Alla fine del libro si trova una “Postfazione” dello stesso Nocera, il quale riporta in una lunga lista gli autori più importanti che hanno scritto della perdita della madre: da Sant’Agostino a Giovanni Pascoli, da Umberto Saba a Leonardo Sinisgalli, da Salvatore Quasimodo a Giorgio Vigolo, ma anche Franco Fortini, Eugenio Montale, Giuseppe Conte, Carlo Betocchi, e via dicendo. Così, fra ricordi vicini e lontani, si arriva alla fine del libro che, sulla quarta di copertina, riporta proprio un olio di Silvio Nocera, con i suoi caratteristici colori.
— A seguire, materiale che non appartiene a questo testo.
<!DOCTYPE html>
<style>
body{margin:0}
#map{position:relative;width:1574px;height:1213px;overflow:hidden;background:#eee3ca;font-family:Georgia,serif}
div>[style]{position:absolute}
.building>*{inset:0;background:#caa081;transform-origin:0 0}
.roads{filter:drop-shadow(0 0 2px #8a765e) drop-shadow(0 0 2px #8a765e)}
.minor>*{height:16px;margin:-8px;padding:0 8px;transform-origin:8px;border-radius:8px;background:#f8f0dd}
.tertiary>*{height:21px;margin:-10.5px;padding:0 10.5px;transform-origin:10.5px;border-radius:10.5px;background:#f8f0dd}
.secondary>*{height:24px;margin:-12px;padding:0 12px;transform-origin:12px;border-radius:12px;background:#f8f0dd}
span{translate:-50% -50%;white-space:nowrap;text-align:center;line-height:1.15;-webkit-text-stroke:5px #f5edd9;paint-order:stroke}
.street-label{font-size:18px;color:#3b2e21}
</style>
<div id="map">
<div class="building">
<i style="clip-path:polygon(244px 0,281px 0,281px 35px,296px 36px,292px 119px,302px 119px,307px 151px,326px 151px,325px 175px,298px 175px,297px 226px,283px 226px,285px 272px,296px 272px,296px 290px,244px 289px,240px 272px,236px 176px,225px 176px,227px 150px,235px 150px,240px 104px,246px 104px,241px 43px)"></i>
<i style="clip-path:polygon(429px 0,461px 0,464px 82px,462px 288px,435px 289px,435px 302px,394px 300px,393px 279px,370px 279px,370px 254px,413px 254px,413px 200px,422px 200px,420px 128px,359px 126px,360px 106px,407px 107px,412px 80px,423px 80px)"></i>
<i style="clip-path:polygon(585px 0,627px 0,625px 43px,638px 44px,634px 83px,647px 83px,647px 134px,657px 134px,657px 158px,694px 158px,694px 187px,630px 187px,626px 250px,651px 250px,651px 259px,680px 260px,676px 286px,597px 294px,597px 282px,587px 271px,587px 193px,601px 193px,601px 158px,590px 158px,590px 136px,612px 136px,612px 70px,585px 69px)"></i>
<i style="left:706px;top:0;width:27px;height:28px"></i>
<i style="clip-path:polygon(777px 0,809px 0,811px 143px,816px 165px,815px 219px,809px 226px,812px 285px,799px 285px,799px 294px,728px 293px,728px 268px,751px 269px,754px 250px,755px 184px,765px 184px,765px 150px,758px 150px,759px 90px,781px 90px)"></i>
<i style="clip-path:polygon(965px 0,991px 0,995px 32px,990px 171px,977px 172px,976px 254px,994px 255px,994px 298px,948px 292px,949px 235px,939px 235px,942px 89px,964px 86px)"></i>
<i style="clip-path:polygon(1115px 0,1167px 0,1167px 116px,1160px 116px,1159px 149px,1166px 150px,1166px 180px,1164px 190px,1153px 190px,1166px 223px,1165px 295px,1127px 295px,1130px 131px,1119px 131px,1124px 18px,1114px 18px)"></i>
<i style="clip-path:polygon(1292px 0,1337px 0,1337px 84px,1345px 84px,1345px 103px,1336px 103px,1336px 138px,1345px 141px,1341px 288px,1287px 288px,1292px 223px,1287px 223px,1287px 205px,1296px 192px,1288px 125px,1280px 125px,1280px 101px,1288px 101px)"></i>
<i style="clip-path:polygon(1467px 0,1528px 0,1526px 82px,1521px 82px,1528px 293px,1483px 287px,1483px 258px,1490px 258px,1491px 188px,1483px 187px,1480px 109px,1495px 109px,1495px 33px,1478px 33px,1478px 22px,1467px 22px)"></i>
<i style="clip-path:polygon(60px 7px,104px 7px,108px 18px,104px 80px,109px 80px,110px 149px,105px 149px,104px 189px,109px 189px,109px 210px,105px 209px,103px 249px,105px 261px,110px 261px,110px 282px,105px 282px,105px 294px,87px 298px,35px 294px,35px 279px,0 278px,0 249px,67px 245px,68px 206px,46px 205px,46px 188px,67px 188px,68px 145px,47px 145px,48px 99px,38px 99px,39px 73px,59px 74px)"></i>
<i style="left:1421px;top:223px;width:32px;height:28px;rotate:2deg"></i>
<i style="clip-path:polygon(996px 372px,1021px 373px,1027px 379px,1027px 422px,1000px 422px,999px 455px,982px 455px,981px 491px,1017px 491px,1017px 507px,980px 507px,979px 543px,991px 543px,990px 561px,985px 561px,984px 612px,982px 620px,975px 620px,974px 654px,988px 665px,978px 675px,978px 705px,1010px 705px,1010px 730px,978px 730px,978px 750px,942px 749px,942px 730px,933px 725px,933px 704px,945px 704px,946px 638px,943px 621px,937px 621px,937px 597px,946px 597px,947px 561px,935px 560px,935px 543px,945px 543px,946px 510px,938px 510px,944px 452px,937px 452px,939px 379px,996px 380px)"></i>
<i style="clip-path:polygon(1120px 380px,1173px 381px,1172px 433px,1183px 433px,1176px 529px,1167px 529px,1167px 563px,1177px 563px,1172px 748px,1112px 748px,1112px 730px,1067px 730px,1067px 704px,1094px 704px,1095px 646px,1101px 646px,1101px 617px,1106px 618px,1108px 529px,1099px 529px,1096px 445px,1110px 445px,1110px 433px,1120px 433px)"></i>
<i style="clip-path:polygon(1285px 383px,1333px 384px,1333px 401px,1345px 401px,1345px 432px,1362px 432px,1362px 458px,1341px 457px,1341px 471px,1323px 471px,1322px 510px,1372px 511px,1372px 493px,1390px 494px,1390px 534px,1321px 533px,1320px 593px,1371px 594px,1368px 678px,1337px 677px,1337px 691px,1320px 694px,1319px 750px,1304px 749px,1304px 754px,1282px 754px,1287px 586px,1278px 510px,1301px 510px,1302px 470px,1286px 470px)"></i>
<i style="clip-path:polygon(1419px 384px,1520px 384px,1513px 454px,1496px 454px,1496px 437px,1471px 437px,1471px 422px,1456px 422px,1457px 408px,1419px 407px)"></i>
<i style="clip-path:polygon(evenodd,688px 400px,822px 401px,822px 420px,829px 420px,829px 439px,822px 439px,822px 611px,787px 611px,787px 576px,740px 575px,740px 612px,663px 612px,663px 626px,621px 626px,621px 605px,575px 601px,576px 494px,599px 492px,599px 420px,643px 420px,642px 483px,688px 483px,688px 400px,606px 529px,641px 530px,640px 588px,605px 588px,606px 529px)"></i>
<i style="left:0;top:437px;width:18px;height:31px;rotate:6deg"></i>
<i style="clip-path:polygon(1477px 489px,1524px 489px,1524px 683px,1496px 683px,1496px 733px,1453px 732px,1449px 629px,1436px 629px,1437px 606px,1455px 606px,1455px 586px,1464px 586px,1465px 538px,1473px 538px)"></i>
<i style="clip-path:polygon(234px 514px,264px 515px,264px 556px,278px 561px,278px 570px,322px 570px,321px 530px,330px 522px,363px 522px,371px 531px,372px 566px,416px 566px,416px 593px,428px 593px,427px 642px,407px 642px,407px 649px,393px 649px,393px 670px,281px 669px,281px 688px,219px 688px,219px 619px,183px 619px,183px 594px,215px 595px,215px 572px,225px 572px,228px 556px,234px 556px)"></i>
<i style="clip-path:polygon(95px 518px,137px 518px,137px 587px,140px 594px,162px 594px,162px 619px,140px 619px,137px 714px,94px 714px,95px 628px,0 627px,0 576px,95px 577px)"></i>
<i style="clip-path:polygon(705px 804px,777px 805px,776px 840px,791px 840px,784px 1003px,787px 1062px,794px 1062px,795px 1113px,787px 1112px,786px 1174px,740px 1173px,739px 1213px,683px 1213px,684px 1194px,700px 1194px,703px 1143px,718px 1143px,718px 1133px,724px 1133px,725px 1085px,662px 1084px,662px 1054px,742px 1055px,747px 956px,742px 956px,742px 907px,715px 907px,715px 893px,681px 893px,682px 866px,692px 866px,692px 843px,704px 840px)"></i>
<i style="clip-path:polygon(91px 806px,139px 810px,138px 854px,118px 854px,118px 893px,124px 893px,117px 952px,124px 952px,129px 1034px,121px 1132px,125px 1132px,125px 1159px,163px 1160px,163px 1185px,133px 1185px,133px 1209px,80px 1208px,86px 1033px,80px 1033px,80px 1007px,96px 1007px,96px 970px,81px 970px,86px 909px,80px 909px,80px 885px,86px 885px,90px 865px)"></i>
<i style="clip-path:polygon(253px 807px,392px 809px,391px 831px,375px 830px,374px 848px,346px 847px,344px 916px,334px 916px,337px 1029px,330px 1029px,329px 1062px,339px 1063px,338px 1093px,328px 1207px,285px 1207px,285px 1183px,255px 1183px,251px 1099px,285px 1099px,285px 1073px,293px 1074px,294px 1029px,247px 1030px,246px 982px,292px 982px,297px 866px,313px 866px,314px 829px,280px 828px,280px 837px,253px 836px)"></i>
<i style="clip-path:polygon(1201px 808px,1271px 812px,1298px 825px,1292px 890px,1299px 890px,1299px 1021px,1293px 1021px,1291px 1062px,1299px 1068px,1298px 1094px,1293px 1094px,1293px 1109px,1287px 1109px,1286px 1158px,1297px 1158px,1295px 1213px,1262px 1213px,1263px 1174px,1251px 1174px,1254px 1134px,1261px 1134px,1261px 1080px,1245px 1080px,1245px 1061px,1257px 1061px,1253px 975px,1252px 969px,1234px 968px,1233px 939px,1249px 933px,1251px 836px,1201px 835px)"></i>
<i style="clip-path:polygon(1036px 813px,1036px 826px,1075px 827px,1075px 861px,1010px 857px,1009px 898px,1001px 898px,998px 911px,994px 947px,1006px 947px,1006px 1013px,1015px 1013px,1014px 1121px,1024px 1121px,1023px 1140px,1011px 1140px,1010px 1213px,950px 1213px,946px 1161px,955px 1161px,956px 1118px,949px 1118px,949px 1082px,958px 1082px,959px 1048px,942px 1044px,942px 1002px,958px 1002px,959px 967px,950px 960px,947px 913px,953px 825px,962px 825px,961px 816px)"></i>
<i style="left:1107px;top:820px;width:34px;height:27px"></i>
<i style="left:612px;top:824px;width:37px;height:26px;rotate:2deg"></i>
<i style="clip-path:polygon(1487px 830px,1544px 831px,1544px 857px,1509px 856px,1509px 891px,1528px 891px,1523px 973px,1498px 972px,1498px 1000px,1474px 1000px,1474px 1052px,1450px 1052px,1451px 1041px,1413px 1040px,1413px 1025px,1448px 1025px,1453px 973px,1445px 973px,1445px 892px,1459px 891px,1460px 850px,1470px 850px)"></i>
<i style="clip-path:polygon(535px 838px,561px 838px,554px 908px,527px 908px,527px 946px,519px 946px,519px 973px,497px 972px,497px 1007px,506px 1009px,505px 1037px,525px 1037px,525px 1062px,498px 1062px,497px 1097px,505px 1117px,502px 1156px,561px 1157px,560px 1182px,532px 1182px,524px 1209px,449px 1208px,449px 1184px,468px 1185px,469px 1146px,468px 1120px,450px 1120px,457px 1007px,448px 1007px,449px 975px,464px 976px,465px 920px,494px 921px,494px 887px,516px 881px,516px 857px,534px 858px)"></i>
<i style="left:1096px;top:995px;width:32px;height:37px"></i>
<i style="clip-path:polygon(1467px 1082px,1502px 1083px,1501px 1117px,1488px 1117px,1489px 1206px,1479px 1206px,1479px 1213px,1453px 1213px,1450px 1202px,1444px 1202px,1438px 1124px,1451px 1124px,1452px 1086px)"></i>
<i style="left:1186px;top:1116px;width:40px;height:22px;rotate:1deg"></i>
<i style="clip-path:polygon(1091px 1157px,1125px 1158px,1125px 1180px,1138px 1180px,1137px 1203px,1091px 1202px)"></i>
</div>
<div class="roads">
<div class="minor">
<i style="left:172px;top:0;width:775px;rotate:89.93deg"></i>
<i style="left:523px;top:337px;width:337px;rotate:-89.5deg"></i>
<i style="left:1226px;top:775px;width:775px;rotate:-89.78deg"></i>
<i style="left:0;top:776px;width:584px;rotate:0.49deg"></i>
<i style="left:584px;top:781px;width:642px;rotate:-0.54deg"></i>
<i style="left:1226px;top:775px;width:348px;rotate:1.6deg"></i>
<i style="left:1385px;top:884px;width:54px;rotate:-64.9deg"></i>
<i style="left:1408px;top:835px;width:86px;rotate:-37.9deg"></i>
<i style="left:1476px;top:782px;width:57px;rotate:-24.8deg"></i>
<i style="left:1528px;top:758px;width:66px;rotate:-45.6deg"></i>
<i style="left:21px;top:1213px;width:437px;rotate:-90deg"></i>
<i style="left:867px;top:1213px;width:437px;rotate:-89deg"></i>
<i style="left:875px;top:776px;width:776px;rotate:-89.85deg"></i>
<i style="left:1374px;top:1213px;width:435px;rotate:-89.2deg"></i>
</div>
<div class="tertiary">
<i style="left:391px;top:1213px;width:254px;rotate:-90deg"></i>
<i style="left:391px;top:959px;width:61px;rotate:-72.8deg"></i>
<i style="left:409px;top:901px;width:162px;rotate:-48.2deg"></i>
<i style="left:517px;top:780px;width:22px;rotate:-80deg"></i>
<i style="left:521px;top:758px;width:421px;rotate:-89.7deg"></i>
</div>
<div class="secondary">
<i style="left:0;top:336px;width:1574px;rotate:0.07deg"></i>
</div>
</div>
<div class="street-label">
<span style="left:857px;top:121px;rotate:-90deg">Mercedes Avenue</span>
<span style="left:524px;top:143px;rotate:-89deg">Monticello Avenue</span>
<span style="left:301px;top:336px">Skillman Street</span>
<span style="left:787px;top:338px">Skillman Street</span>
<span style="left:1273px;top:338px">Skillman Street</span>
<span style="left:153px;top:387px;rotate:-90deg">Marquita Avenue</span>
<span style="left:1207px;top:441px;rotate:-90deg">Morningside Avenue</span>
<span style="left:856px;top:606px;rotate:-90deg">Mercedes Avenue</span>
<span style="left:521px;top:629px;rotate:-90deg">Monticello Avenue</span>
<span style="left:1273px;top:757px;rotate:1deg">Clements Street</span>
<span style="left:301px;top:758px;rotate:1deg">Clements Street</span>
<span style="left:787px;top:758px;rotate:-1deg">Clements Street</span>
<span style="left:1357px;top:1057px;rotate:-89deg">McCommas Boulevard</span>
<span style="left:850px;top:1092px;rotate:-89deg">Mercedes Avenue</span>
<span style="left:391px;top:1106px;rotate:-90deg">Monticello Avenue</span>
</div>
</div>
Sul colophon del libro, in forma di calice perfetto, c’è scritto : “ I poeti de L’Uomo e il Mare, quaderno fuori collana, stampato a Tuglie nella Tipografia 5 Emme, su carta Old Mill 130 gr, carattere Garamond, corpo10, in300 esemplari fuori commercio, destinati a parenti e amici di Maurizio Nocera, 3 settembre 2009, in memoria di Silvio Nocera”. È vero, siamo “fatti di dolore”, ma con il caldo abbraccio fra compagni di pena, con il canto degli uomini che addolcisce la triste ineluttabilità del nostro destino , il dolore, forse, si può lenire.